The main component of the experimental setup is a TE module from Custom Thermoelectric (ref. 07111-5L31-03CJ-T1), which has a number of TE couples N= 70, where each TE leg has a length L= 1.6 mm and a cross-sectional area A= 1.05 mm × 1.05 mm. The legs are connected by metallic strips of thickness L_M= 0.3 mm, and held together by ceramic plates of L_C= 0.7 mm thickness and 23 mm × 23 mm area. The ratio between the total area of the TE legs and the metallic strips is η_M = 0.56, and the filling factor (ratio between the total area of the TE legs and the area of the ceramic layer) is η = 0.26. To maintain the temperature constant during the impedance measurements, the bottom side of the TE module, which was tinned by the supplier with an In alloy, was soldered to a large copper block (10 cm × 10 cm × 5 cm). The soldering was performed by heating slowly the Cu block using a hot plate until the temperature at which the In alloy melts. It is important not to surpass too much this temperature to avoid melting the solder at the legs/metallic strips inside the TE module. Once the In alloy is melted pressure is applied with tweezers, the heating is switched off, and the TE module is let to cool down (while keeping the pressure until the alloy solidifies).
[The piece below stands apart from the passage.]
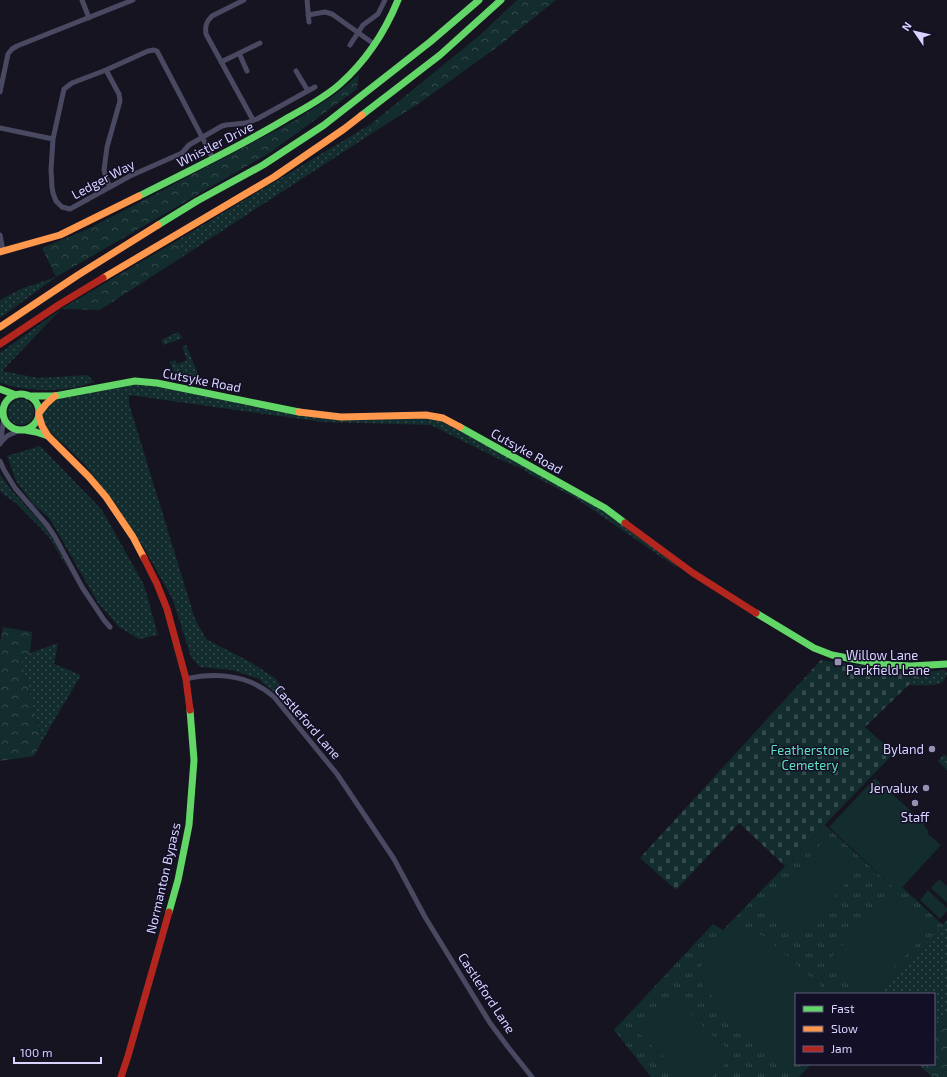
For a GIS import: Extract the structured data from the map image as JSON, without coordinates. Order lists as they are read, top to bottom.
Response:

A container for the location of the liquid was created at the top ceramic layer of the TE module. For this purpose, a stainless-steel (AISI 304) frame of 0.3 mm wall thickness and external dimensions 21 mm × 21 mm with 3 mm height was fabricated. The frame was glued at the top part of the module with an adhesive (Loctite Super Glue-3), as shown in figure 1(a). Three different liquids were tested with different thermal conductivity values: distilled water (0.595 W (km)⁻¹), Luzar Orgánico 50% (Carpemar, 0.404 W (km)⁻¹) and diethylene glycol (MEGlobal, 0.242 W (km)⁻¹). A volume of liquid of 1000 μl was added in all the measurements using a micropipette. Once added, the system was covered with a paper box to reduce convection losses (see figure 1(b)).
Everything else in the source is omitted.